John Coley, associate professor in the Department of Psychology, and his collaborator Kimberly Tanner, of San Francisco State University, received a three-year, $1,383,544 award from the National Science Foundation for their project, “Investigating the influence of informal understandings about biology on formal learning of biological concepts.” The researchers plan to continue their work investigating misconceptions in scientific understanding among biology students.
A team led by Jerome Hajjar, CDM Smith Professor and chair in the Department of Civil and Environmental Engineering, won the 2015 BSCES Clemens Hershel Award from the Boston Society of Civil Engineers Section of the American Society of Civil Engineers. The researchers were cited for their 2014 paper on fuse-based design work. The award “recognizes those individuals who have published papers that have been useful, commendable, and worthy of grateful acknowledgment.”
Associate professors Carolyn Lee-Parsons, in the Department of Chemistry and Chemical Biology, and Erin Cram, in the Department of Biology, received a $650,000 grant from the National Science Foundation to investigate plant defense and survival. The aim is to understand plant control mechanisms, which could lead to crops being made more resistant to stress and pathogens, including plants containing compounds with medicinal value. The research will involve the interdisciplinary mentoring and advising of graduate students and undergraduates and the outreach to K-12 and under-represented groups through Northeastern’s Research Experiences for Teachers and Young Scholars Programs.

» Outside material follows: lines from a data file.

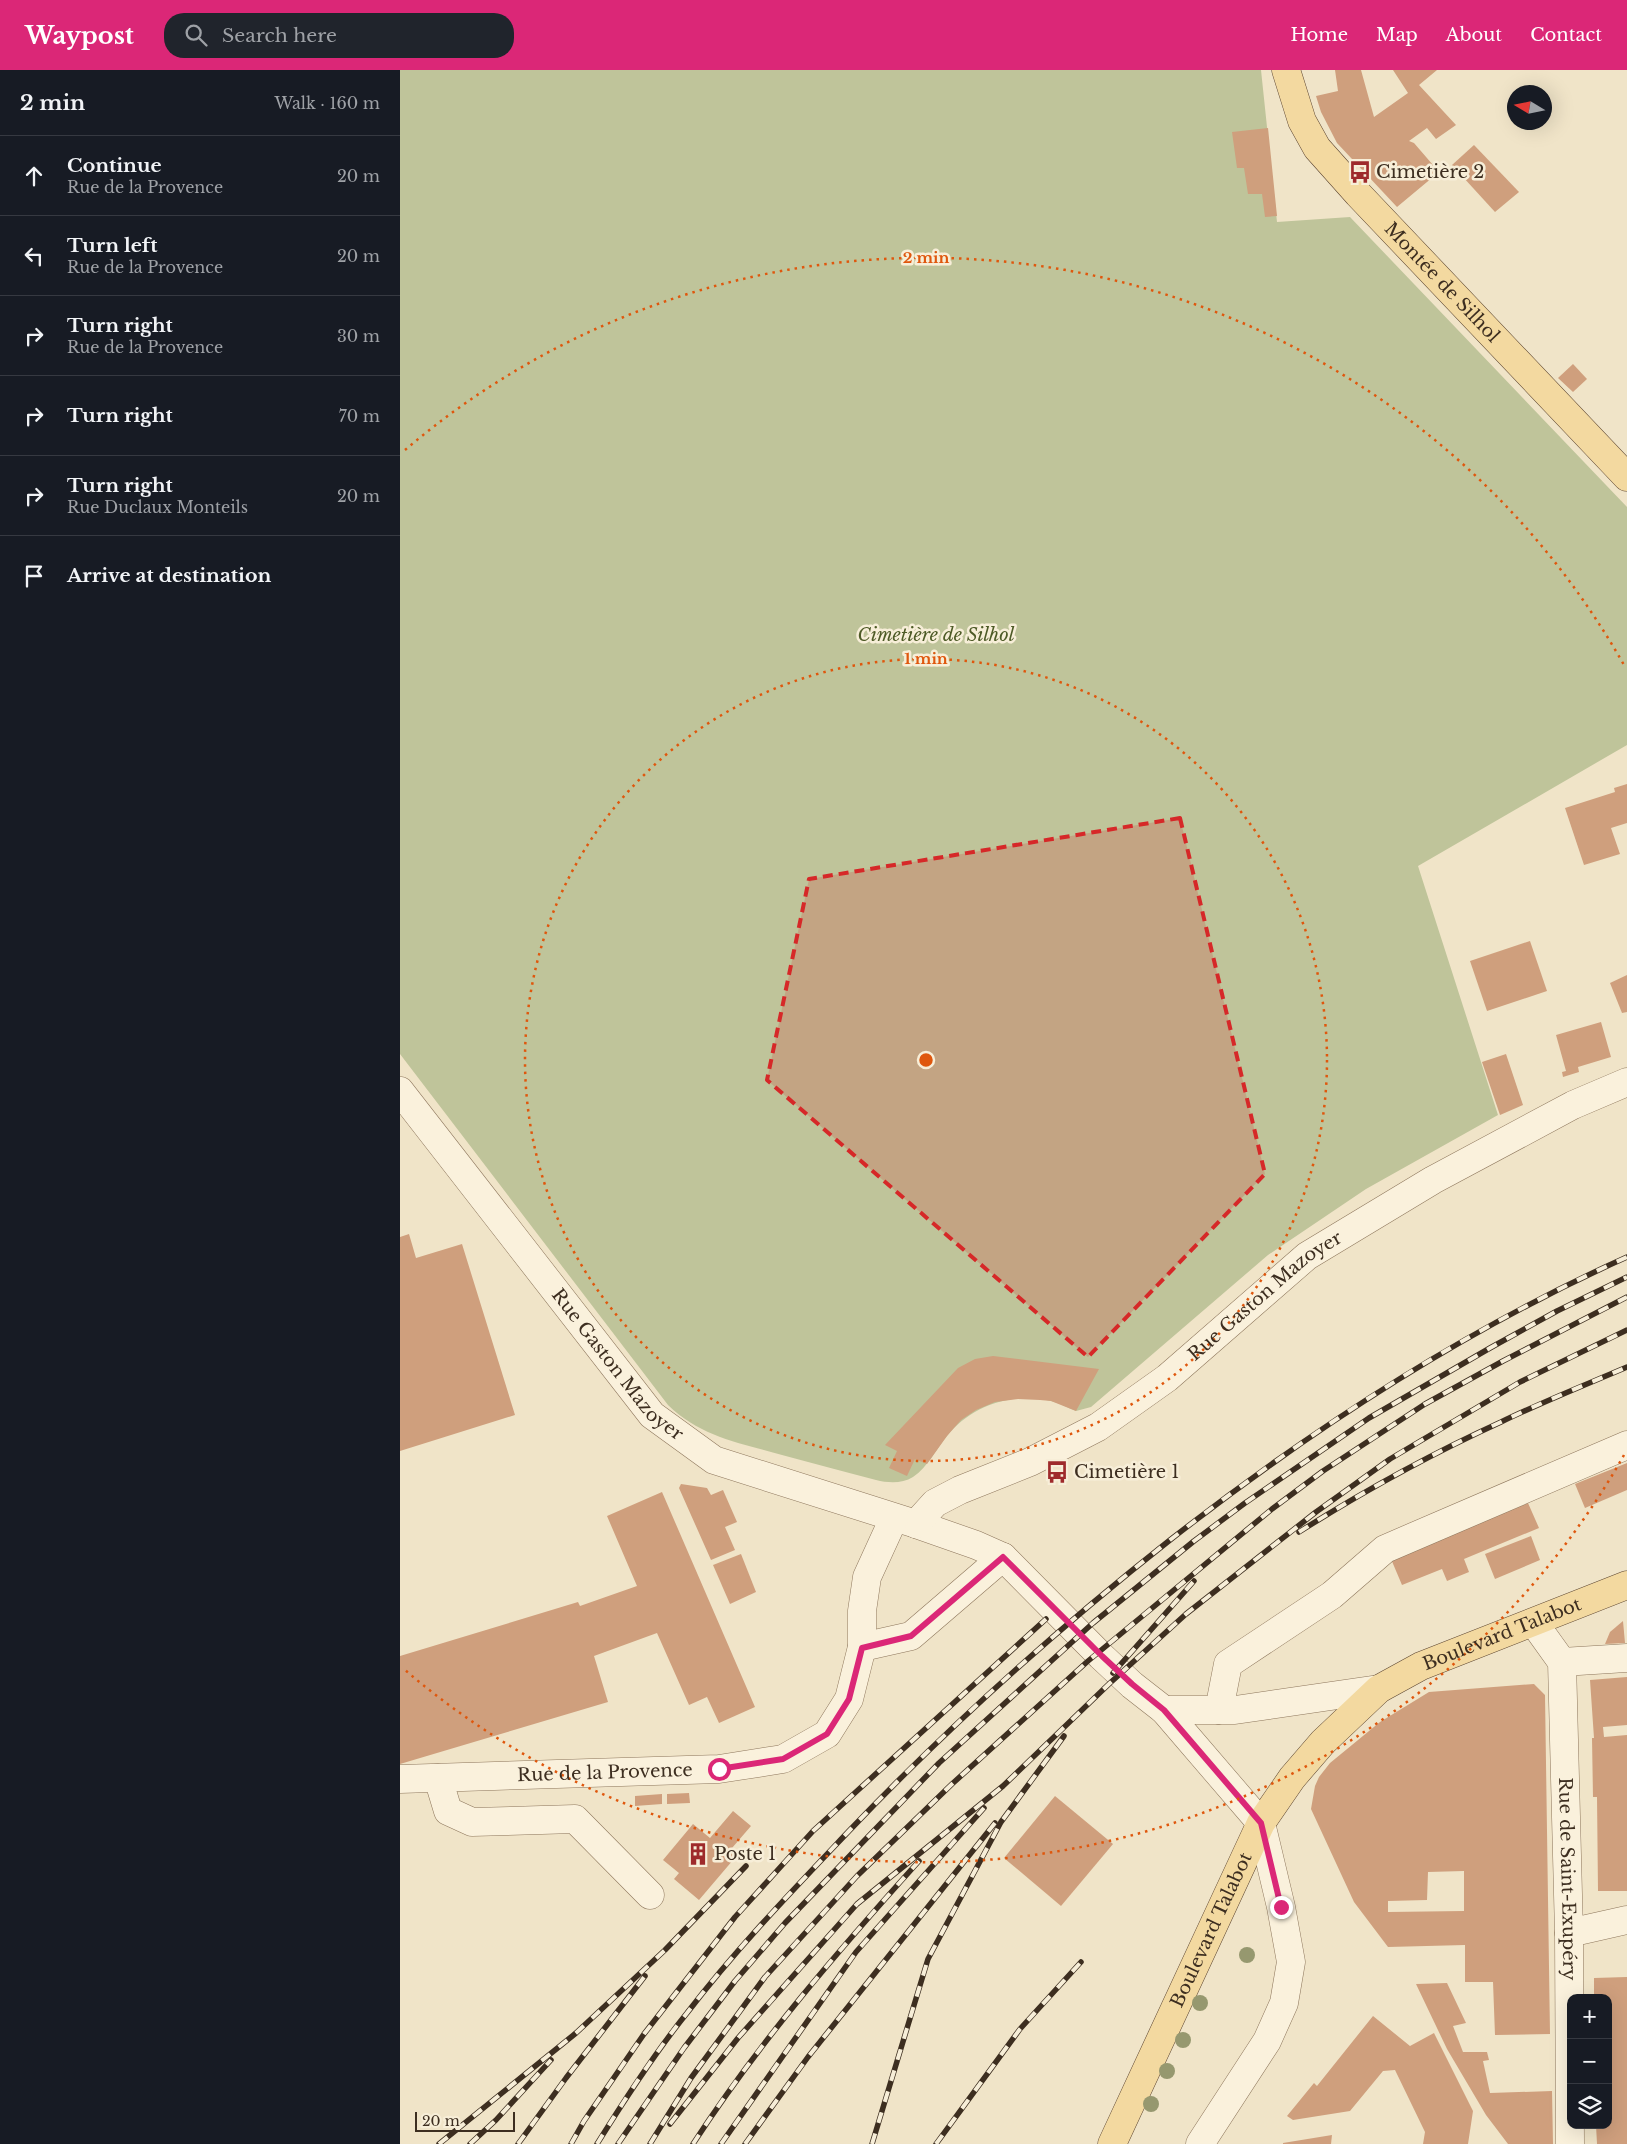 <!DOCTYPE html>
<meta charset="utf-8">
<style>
:root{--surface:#171b24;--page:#20242c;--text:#f1f3f6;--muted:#9ea1a6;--line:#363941;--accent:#db2777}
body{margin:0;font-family:"Libre Baskerville",serif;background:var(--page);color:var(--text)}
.controls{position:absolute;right:15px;bottom:15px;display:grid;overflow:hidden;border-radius:10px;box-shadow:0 5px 20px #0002}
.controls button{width:45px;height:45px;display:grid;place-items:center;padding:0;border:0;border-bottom:1px solid var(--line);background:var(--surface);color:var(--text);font:25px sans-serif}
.compass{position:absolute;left:1107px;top:15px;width:45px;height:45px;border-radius:50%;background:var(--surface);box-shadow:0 5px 20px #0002;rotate:280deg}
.scale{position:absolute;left:15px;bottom:12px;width:100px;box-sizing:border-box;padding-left:5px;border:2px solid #3d2e20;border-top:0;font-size:14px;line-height:18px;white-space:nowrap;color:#3d2e20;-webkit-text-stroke:4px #f7eed8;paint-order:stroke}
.stop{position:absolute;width:15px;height:15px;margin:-11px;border:4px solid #db2777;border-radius:50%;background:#fff}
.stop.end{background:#db2777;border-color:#fff;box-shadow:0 1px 5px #0008}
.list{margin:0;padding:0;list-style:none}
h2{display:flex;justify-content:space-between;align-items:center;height:65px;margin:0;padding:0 20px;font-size:21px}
h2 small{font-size:16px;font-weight:400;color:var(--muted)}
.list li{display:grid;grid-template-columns:32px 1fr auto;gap:15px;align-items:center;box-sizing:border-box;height:80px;padding:0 20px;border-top:1px solid var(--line)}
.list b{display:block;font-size:19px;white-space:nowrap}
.list p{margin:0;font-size:16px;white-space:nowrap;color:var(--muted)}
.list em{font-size:16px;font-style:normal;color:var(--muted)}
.icon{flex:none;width:28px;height:28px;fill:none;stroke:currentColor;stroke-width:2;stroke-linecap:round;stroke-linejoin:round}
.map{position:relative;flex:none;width:1227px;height:2074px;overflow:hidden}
header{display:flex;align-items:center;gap:30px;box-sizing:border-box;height:70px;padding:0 25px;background:var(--accent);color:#fff}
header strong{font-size:24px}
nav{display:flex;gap:28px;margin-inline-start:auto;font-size:18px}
.search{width:350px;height:45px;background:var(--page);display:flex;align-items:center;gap:12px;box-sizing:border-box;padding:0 18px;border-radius:20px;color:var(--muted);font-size:19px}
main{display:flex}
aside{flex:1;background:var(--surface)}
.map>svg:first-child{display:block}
.cemetery{fill:#bfc49a}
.building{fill:#cf9f7d;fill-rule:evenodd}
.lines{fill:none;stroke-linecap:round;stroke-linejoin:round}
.minor-casing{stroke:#8d765c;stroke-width:29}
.major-casing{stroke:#5b4430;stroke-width:29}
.minor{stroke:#faf1dc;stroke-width:28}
.major{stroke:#f3d9a0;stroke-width:28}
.rail-casing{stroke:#3d2e20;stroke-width:5.5}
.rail{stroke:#f7eed8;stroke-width:4;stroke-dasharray:11;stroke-linecap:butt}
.tree{fill:#96986f}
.route{stroke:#db2777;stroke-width:6}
.marked{fill:#d62828;fill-opacity:0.2;stroke:#d62828;stroke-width:4;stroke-dasharray:10 6;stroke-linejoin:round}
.ring{fill:none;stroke:#df570d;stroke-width:2.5;stroke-dasharray:2.5 5}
.labels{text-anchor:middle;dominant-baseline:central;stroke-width:5;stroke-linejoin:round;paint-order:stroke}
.poi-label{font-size:18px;fill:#3d2e20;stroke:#f7eed8;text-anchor:start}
.street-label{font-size:18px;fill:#3d2e20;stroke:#f7eed8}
.park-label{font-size:18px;font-style:italic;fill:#4d5a26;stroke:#f7eed8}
.centre{fill:#df570d;stroke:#f7eed8;stroke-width:2.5}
.ring-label{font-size:15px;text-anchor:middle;font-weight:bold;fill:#df570d;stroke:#f7eed8;stroke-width:5;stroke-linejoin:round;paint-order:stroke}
</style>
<header>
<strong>Waypost</strong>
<div class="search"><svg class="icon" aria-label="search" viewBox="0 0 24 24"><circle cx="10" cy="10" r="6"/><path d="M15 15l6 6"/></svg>Search here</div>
<nav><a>Home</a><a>Map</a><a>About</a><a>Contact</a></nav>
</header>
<main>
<aside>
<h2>2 min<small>Walk · 160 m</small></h2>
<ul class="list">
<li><svg class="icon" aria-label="ahead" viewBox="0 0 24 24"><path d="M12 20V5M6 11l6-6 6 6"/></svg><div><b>Continue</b><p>Rue de la Provence</p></div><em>20 m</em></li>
<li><svg class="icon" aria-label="left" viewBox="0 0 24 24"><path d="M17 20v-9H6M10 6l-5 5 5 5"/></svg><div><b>Turn left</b><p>Rue de la Provence</p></div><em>20 m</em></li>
<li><svg class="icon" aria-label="right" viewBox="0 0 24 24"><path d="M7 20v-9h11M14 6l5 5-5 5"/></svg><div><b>Turn right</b><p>Rue de la Provence</p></div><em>30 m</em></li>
<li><svg class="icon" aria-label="right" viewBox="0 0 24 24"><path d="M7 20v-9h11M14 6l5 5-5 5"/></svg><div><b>Turn right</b></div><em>70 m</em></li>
<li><svg class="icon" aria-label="right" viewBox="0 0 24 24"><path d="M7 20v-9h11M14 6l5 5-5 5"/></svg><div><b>Turn right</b><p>Rue Duclaux Monteils</p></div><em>20 m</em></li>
<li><svg class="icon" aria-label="arrive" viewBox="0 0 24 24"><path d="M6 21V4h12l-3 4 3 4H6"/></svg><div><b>Arrive at destination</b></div></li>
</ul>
</aside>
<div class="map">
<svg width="1227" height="2074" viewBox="0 0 1227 2074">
<rect width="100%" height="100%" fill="#f0e4c8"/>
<path class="cemetery" d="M0,0h861l16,152 73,-5 277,290v238l-209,121 80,249 -132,74 -98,66 -177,152 -15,4c-8,-3 -16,-8 -25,-10 -38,-9 -79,4 -104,35 -11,13 -19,31 -34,41 -11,7 -25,6 -37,3 -32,-8 -63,-17 -94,-25 -42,-12 -81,-18 -114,-50l-268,-351z"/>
<g class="building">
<path d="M935,0h26l13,47 34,-24 -15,-23h44l-18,15 37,40 -20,14 -9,-11 -18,13 5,2 25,29 -42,35 -60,-64 -16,-31 -5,-16 22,-5z"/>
<path d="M868,58l9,88 -12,1 -3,-23h-14l-4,-26h-7l-5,-36z"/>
<path d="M1074,75l45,47 -24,20 -43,-47z"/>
<path d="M1173,294l14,15 -14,13 -15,-14z"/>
<path d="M1227,714v39l-16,5 9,26 -36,11 -19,-57 50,-16 -1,-4z"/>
<path d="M1130,871l17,50 -60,20 -17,-50z"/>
<path d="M1227,905v37l-5,1 -12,-30z"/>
<path d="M1201,952l10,35 -33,10 1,5 -16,5 -1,-5 4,-1 -10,-36z"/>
<path d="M1106,984l17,51 -23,10 -18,-53z"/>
<path d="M9,1164l7,24 46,-14 53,171 -115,36v-214z"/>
<path d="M593,1286l106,13 -23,42 -25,-10 -11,-1 -22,-1 -23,3 -19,8 -15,10 -14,16 -20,28 -12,-5 -8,17 -18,-8 8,-17 -12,-6 73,-77 17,-9z"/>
<path d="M1227,1393v27l-42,18 -10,-24z"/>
<path d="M281,1414l26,4 4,7 12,-5 14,32 -12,5 10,23 -24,10 -32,-72z"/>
<path d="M262,1422l93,215 -36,16 -12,-26 -18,8 -32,-72 -63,23 14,46 -208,62v-108l178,-54 2,4 57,-20 -30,-70z"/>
<path d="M1128,1433l11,25 -75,31 5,13 -22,9 -5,-12 -40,16 -11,-26z"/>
<path d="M1131,1466l9,24 -45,19 -10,-25z"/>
<path d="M341,1484l15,38 -26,12 -17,-39z"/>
<path d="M1223,1551l2,22 -20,1 5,-12z"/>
<path d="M1227,1607v48l-24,2 1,10 23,-2v156h-29l-1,-94h-4l-1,-59h2l-4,-58z"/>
<path d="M1134,1614l11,11 5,339 -55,1 -2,-53h-28v-37l-77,2 -34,-45 -43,-93 4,-23 4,-9 11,-14 50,-41 49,-30zM1064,1801v40l-76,1v-11l39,-1 1,-28z"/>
<path d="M289,1723l1,10 -23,1v-10z"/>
<path d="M262,1724v10l-27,2v-10z"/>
<path d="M655,1726l58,48 -52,62 -57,-48z"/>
<path d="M333,1741l18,15 -19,22 7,5 -40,47 -25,-21 5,-6 -16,-13 30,-36 17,14z"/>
<path d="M1227,1907v167h-30l-1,-19h12v-127h-14v-20z"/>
<path d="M1047,1913l19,40 -13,3 10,26h24l2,8 -6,1 7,32 62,-2 1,53h-45l-22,-29 -39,-66 -31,-65z"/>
<path d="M973,1946l37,30 24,-13 39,78 -5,33h-45l2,-12 -30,-62 -12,1 -33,40 -57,9 -6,-4 27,-33 3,3z"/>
<path d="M932,2065l-1,9h-48v-1z"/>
</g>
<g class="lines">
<defs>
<g id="minor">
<path id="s1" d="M0,1021l252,324 62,45 202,64 60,21 27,12 98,99 31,29 32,25 97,113 20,84 10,55 -7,41 -17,38 -67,103"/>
<path id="s2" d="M516,1454l19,-21 25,-13 70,-28 68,-35 69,-49 140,-122 126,-76 140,-75 54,-23"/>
<path id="s3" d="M1134,1553l28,39 7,271 1,211"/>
<path d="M462,1577l49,-11 92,-79"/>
<path d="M1162,1592l65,-4"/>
<path d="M764,1640h71l144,-21"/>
<path d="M819,1640l9,-46 104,-69 53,-46 242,-104"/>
<path d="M38,1708l10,33 24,11 103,-3 75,76"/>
<path id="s4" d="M0,1709l319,-10 64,-10 44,-25 22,-35 13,-52v-36l5,-34 27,-59"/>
<path d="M1169,1863l58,-13"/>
</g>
<g id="major">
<path id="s5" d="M886,0l16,51 15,27 41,46 269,283"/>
<path id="s6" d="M712,2074l149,-321 31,-45 31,-36 56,-53 42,-23 206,-81"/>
</g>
</defs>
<use href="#minor" class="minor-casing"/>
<use href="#major" class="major-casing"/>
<use href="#minor" class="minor"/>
<use href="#major" class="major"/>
<defs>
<g id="rail">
<path d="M899,1462c65,-41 132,-78 202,-110 41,-20 84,-37 126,-55"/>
<path d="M713,1603l81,-92"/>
<path d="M270,2054l68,-86 119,-134 146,-118 107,-103 76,-69 130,-102 74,-53 130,-77 107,-52"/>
<path d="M39,2074l137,-111 89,-83 81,-84"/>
<path d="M70,2074l26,-24 55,-60"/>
<path d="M118,2074l48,-66 79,-102"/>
<path d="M171,2074l13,-23 60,-87 91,-117 40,-44 38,-42 233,-212"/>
<path d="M197,2074c28,-45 57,-90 90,-131 49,-64 105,-122 161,-181 100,-105 208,-202 322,-292 142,-111 292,-209 457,-283"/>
<path d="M218,2074l66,-96 51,-67 50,-58 154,-160 154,-140 101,-82 51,-38 124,-85 121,-70 67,-37 70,-34"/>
<path d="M250,2074l41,-66 74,-101 92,-101 95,-92 136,-123 184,-152 51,-38 102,-67 78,-43 124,-64"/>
<path d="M293,2074c66,-102 145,-193 226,-283"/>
<path d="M321,2074l135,-192 128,-144"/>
<path d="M345,2074l63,-87 187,-234"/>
<path d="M472,2074l56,-185 73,-137 63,-86"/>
<path d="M536,2074l84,-115 61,-67"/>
</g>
</defs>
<use href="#rail" class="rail-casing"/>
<use href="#rail" class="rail"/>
</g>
<g class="tree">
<circle cx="847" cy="1885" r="8"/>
<circle cx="800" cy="1933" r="8"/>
<circle cx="783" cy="1970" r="8"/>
<circle cx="767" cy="2001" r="8"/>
<circle cx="751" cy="2034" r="8"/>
</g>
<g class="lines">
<path class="route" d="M319,1699l64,-10 44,-25 22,-35 13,-51 49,-12 92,-79 99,99 30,28 32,26 97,113 20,84"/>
</g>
<path class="marked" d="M780,748l85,356 -177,183 -321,-277 42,-201z"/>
<g class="ring">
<circle cx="526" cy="990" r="401"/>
<path d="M1224 1385A802 802 0 0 1 5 1600M5 380A802 802 0 0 1 1224 595"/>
</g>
<defs>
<symbol id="bus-bare" viewBox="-9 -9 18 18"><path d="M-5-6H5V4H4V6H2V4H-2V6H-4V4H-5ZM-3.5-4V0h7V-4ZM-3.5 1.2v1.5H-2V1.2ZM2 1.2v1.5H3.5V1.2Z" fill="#9e2a2b" stroke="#f7eed8" stroke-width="2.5" paint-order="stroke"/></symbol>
<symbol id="building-bare" viewBox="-9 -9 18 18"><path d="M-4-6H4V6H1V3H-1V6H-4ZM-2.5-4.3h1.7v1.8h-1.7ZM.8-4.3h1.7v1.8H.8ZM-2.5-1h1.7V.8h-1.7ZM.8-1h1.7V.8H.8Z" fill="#9e2a2b" stroke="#f7eed8" stroke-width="2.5" paint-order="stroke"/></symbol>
</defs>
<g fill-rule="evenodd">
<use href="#bus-bare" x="944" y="86" width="32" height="32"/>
<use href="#bus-bare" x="641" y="1386" width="32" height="32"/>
<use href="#building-bare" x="282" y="1768" width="32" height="32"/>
</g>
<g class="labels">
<g class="poi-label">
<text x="976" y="102">Cimetière 2</text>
<text x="674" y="1402">Cimetière 1</text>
<text x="314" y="1784">Poste 1</text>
</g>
<g class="street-label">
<text stroke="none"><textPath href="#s5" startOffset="268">Montée de Silhol</textPath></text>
<text stroke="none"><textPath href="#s2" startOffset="421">Rue Gaston Mazoyer</textPath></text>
<text stroke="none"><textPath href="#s1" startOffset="350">Rue Gaston Mazoyer</textPath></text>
<text stroke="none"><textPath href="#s6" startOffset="668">Boulevard Talabot</textPath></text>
<text stroke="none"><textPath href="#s4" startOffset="205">Rue de la Provence</textPath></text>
<text stroke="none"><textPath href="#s3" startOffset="265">Rue de Saint-Exupéry</textPath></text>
<text stroke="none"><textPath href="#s6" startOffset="236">Boulevard Talabot</textPath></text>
</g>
<g class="park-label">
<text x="536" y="565">Cimetière de Silhol</text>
</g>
</g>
<circle cx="526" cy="990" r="8" class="centre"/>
<g class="ring-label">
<text x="526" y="193">2 min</text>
<text x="526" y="594">1 min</text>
</g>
</svg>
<div class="controls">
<button>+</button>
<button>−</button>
<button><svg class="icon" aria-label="layers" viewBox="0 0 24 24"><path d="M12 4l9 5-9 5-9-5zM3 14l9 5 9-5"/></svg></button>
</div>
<svg class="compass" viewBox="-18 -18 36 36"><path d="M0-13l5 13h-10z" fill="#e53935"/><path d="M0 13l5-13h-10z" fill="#9ea1a6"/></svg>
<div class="scale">20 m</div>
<div class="stop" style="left:319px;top:1699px"></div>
<div class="stop end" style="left:881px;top:1837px"></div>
</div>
</main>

Mark Niedre, associate professor in the Department of Electrical and Computer Engineering, received a four-year, $1.9 million grant from the National Heart, Lung, and Blood Institute of the National Institutes of Health to develop a miniaturized high-throughput optical scanner to study extremely rare circulating cells in the bloodstream of small animals. Niedre believes the scanner will have applications for studying blood malignancies, cancer metastasis, and transplant biology, among other areas.